Why is a tomato a fruit

Solanum lycopersicum (or formerly, Lycopersicon esculentum) is a perennial plant in the nightshade genus (Solanaceae), usually multi-branched, spreading as far as six feet and is most frequently recumbent, however some forms of tomato plant are smaller and remain upright. Its leaves are usually hirsute, compound and feather-shaped, frequently odorous and can grow up to 18 inches in length. The plant flowers are yellow, hanging and clustered, with five pointed lobes.
After the tomato plant comes in to flower, it bears a fruit which although first green, is usually red, but sometimes yellow when ripened. The fruit can range in size from a diameter of about half an inch to 3-4 inches, and are mostly spherical, though fruit from some forms of the plant offer up a smaller, elongated fruit. The fruit is a soft fleshy succulent berry. Internally, two or more cells of seeds are housed in a gelatinous pulp. The fruit is a known source of vitamin C (about 20-25% RDA per 100g), which is concentrated mostly in the pulp.

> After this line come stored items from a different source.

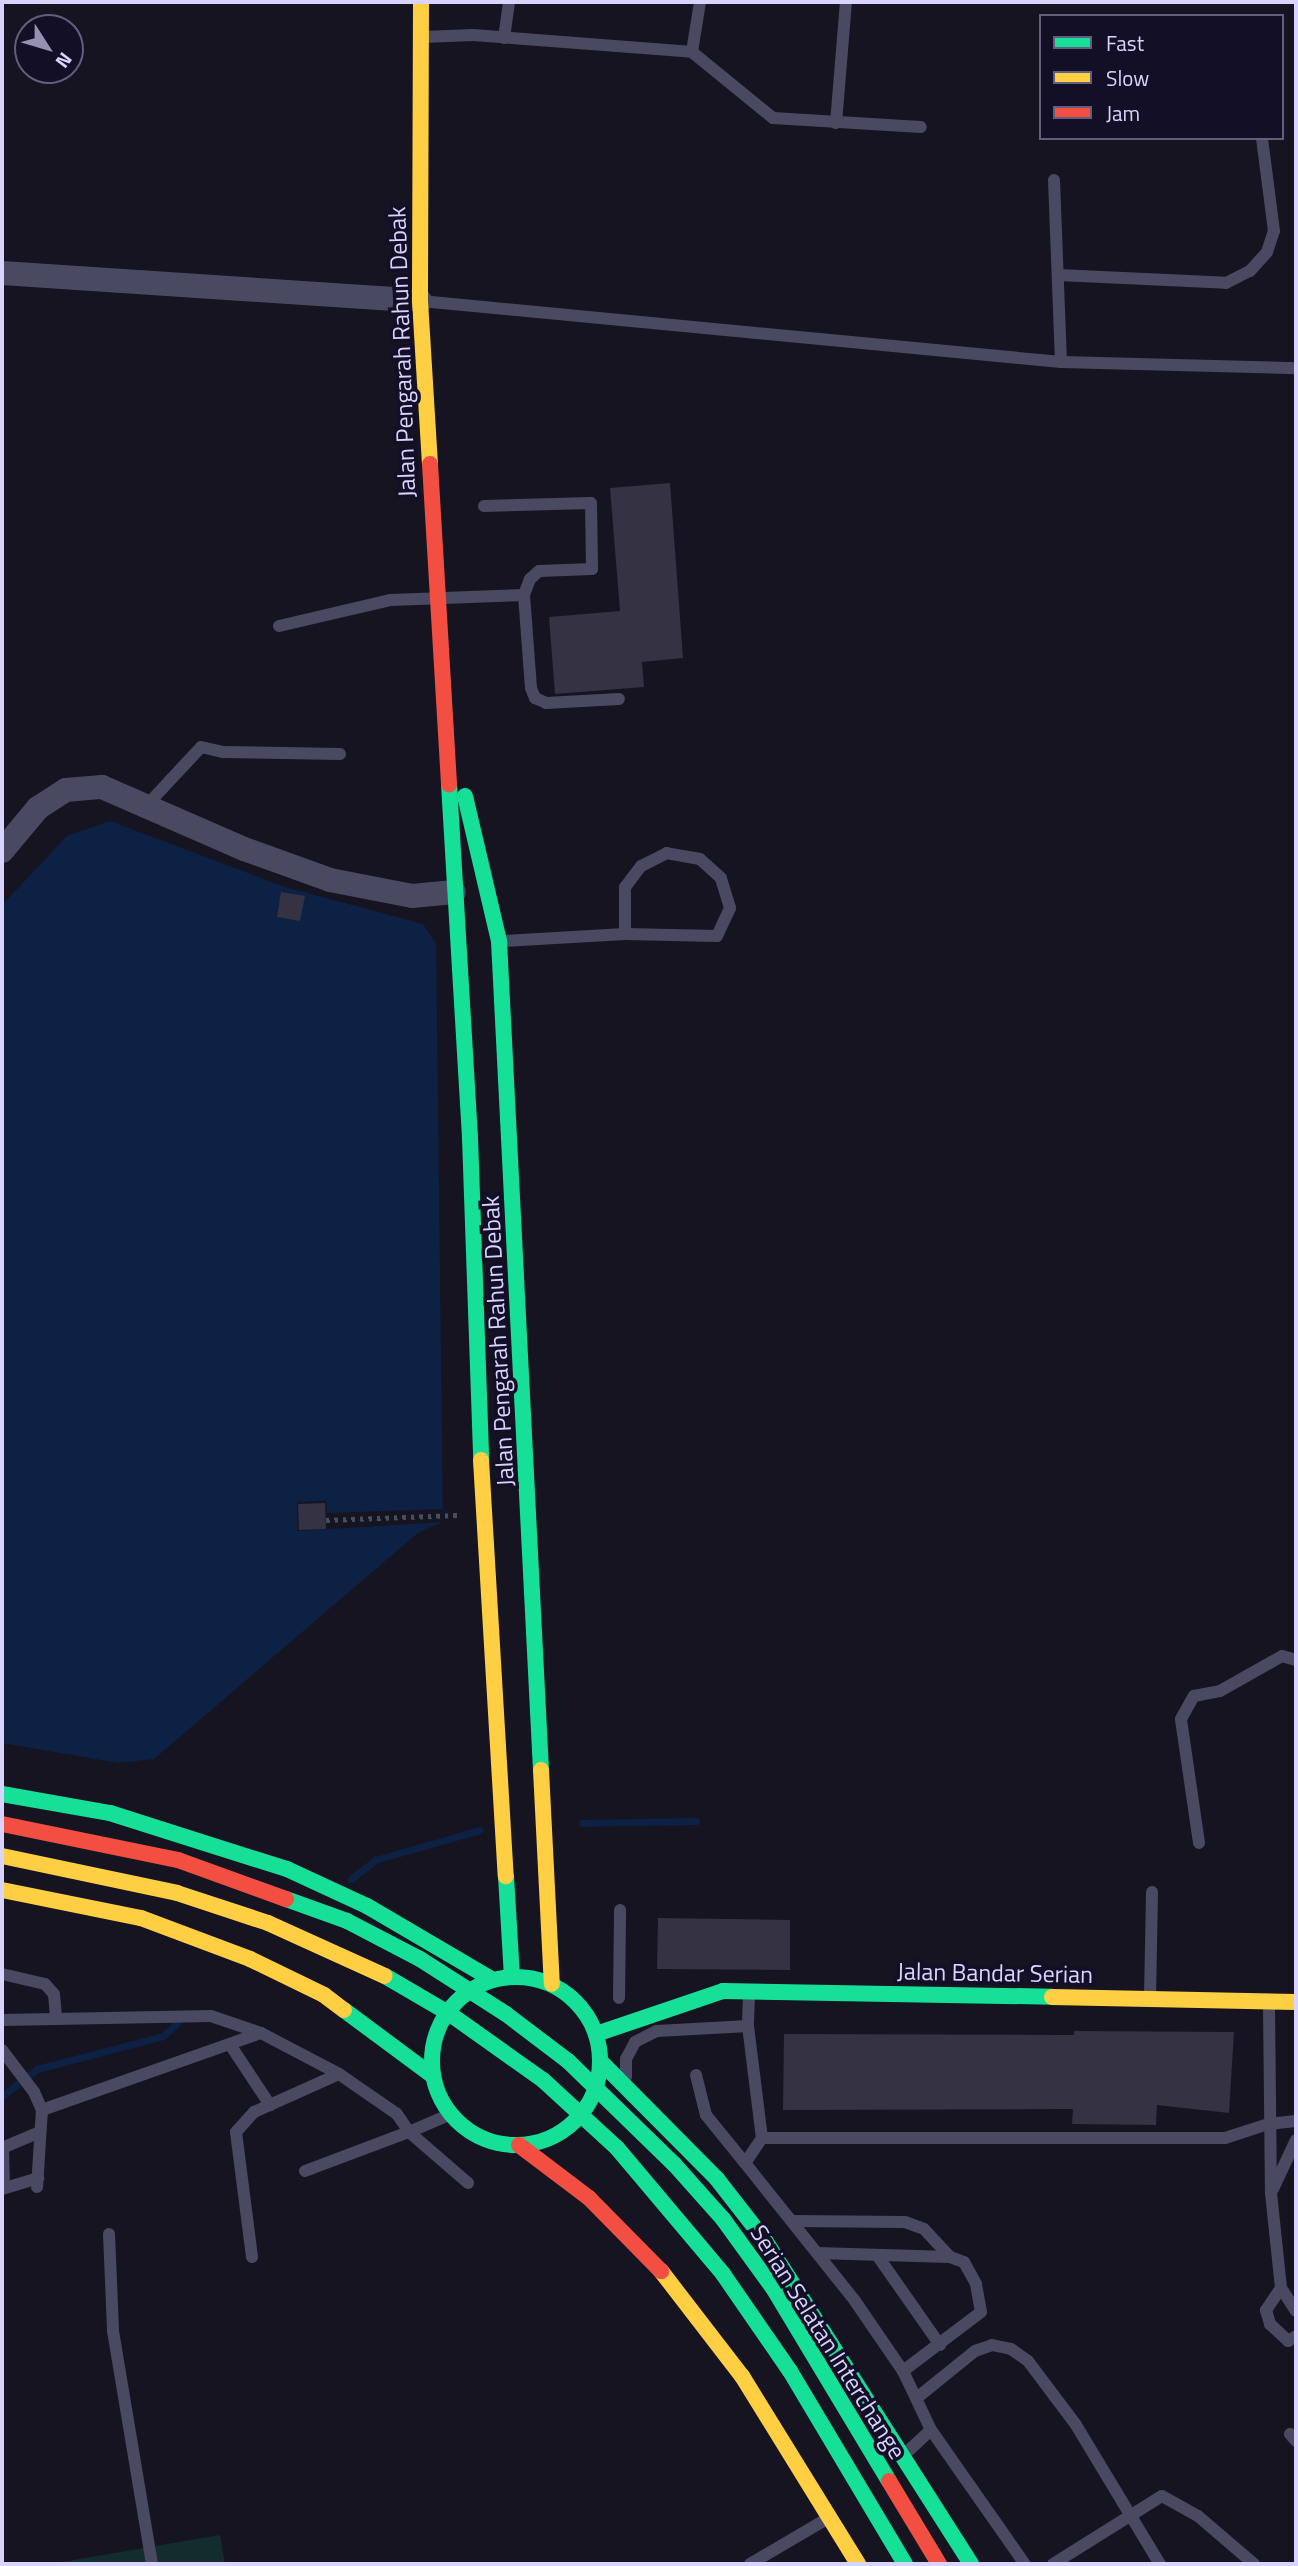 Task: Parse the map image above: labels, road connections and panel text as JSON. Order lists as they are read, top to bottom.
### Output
{
  "streets": {
    "main road": ["Jalan Pengarah Rahun Debak", "Jalan Bandar Serian", "Serian Selatan Interchange"]
  },
  "crossings": [
    ["Jalan Pengarah Rahun Debak", "Jalan Bandar Serian"]
  ],
  "legend": ["Fast", "Slow", "Jam"],
  "north": "bottom right"
}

The confusion surrounding the tomatoes designation as a fruit is most likely a product of the way in which we commonly use it. Much of the culinary use of tomatoes usually places them raw alongside vegetables, for example, in salads and sandwiches or in pickles, and so the natural inclination is to consider it another vegetable. However, in a strict botanical sense, a fruit is defines as the fleshy or ripened ovary of a plant that encloses either a single, or many seeds. This definition means that several types of food commonly thought to be vegetables and even nuts are, in fact, fruits; corn, tomatoes, cucumbers and almonds are all technically fruits. It is thought the wild form of the plant originated in the Andes, possibly in Peru and Ecuador. It was domesticated in Mexico before travelling the Atlantic to Europe with Spanish explorers in the 16th century. In northern Europe, the tomato plant was first grown as an ornamental plant. Early botanists recognized its similarities to known poisonous species, Deadly Nightshade and Belladonna. Consequently, it was not readily taken as a food. The roots are indeed rich in the neurotoxin solanine, making them poisonous to humans. It was first used as a food by Italians and Spaniards and remains a popular part of their cuisine.

Europeans were very fond of the tomato and are responsible for introducing some of the language’s common nicknames for the fruit. Italians called the tomato the pomodoro, or ‘golden apple’, perhaps indicating that early imports were of a yellower hue than later generations. The French claim to have found the fruits aphrodisiacal properties and dubbed it the ‘love apple’.

By the 18th century, Europeans had taken the tomato plant to North America, and records indicate Thomas Jefferson was fond of the plant, growing them at Monticello in 1781. Although in the US small local populations began using the tomato as food as early as 1810, it was not until the 20th century that the tomato entered the broader popular cuisine of the United States. Today, the US is second only to China in its production of the fruit, accounting for about 10% of global production.